The major difference between C3, C4 and CAM plants is the way they respond to photorespiration. C3 plants are not adapted to deal with the problem while CAM plants have the most efficient mechanism, and the C4 plants are intermediate (Sternberg, Michael, & Henry Ajie 2477). This makes them possess different advantages and disadvantages over each other, and the plants are made to suit different environments i.e. C3 plants for cold, wet environments, and CAM plants are adapted to Very hot and dry environments. These differences in mechanisms can be enumerated as follows:
For the C3 type of plants, CO2 formed into three (3) carbon compounds while CO2 in C4 plants is first converted into four (4) carbon compounds before conversion into sugar.

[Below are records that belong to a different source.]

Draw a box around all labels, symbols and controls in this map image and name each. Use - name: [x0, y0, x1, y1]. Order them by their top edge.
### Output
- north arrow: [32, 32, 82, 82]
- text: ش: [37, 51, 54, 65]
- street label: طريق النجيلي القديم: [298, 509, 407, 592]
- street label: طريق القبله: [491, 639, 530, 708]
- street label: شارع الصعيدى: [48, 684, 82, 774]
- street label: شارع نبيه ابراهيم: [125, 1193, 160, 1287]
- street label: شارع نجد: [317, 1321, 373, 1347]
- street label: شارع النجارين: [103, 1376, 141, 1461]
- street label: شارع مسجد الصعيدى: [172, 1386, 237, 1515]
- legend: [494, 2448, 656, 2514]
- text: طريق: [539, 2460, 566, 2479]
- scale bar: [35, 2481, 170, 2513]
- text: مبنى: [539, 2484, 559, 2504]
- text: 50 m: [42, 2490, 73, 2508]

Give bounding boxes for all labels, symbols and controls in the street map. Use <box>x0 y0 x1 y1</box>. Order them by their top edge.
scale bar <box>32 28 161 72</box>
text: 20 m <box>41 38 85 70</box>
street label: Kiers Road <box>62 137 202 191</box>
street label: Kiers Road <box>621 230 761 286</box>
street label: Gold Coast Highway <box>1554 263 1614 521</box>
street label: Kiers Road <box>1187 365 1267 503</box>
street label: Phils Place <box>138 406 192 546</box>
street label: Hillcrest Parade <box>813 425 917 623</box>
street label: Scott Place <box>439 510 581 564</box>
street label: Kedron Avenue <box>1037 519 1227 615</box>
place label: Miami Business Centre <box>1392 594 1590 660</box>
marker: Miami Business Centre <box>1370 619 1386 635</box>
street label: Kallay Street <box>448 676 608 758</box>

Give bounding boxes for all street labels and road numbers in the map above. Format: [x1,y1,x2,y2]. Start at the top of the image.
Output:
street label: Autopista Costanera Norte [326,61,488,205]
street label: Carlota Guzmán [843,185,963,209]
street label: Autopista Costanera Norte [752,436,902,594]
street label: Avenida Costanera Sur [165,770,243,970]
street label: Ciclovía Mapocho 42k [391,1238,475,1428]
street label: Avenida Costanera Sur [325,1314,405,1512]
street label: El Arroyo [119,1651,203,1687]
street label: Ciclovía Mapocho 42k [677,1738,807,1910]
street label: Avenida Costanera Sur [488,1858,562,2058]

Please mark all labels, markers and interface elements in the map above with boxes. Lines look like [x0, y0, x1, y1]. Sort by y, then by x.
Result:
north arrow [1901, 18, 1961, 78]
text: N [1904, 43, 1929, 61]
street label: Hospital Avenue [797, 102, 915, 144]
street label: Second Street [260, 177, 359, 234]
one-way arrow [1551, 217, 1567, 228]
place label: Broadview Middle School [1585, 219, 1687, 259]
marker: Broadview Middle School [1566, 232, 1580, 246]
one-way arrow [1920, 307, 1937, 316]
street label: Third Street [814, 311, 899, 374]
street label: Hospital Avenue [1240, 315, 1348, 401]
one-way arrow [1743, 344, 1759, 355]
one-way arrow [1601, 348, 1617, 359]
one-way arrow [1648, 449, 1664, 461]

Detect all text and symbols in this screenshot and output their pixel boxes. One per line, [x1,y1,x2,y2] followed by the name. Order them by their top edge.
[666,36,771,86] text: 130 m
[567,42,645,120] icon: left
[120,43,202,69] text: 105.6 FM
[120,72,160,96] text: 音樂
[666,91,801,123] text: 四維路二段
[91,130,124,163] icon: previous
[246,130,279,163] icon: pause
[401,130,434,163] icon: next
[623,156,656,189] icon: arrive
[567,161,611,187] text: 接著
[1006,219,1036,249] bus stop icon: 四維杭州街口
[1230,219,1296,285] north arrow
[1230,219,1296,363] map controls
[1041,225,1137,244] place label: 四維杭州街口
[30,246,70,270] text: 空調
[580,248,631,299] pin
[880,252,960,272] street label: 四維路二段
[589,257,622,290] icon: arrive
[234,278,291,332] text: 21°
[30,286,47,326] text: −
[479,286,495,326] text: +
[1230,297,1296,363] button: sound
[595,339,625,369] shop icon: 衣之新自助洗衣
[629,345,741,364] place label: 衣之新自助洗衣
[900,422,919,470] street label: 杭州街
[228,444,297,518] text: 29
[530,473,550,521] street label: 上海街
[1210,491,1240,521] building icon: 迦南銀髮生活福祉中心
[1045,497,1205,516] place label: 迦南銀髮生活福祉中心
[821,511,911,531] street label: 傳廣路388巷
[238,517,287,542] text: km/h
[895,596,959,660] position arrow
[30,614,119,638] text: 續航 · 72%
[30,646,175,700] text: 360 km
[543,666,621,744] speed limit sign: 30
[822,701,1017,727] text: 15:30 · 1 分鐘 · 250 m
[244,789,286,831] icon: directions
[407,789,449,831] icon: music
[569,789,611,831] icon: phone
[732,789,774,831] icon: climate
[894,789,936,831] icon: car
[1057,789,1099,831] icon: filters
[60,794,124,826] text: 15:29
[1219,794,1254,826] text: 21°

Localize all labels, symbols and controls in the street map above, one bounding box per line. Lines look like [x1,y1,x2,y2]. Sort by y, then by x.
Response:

photosynthesis takes place in most of the leaf tissues in C3 plants while it only takes place within special cells that are found in the veins of the leafs in a special structure known as Kranz anatomy.
The leaf pores are open for gas exchange in daytime allowing water loss in C3 and C4 plants while CAM plants have their leaf pores closed during the day to prevent water loss.
C4 plants are excellently adapted to minimum CO2 levels than C3 plants due to the presence of PEP carboxylase which is a special molecule that enables plants to grab CO2 more efficiently and directly deliver it to the photosynthesis process (Kanai & Edwards 487).
While single CO2 fixation takes place in C3 plants, C4 and CAN plants exhibit double fixation of CO2.
Different leaf anatomies are associated with the three i.e. normal leaf anatomy for C3 plants, Kranz anatomy for C4 plants and xeromorphic leafs for CAN plants.
C3 plants have the highest CO2 compensation point of 30-70ppm while C4 and CAM plants follow with CO2 compensation points of 10ppm and 5ppm respectively.
The primary enzyme utilized in fixation of CO2 fixation in C3 plants is rubisco while PEP carboxylase is the first enzyme involved in C4 and CAM plants.
For C3 plants, the first stable product of CO2 fixation is 3-PGA (3-Phosphoglyceric acid) while OAA (Oxalo acetic acid) is the first stable product produced in C4 and CAM processes.

Work Cited
Troughton, John H., and K. A. Card. “Temperature effects on the carbon-isotope ratio of C3,
C4 and crassulacean-acid-metabolism (CAM) plants.” Planta 123.2 (1975): 185-190.
Sternberg, Leonel, Michael J. Deniro, and Henry Ajie. “Stable hydrogen isotope ratios of
saponifiable lipids and cellulose nitrate from CAM, C3 and C4 plants.”
Phytochemistry 23.11 (1984): 2475-2477.
Kanai, R., and G. E. Edwards. “Purification of enzymatically isolated mesophyll protoplasts
from C3, C4, and Crassulacean acid metabolism plants using an aqueous dextran-
polyethylene glycol two-phase system.” Plant Physiology 52.5 (1973): 484-490.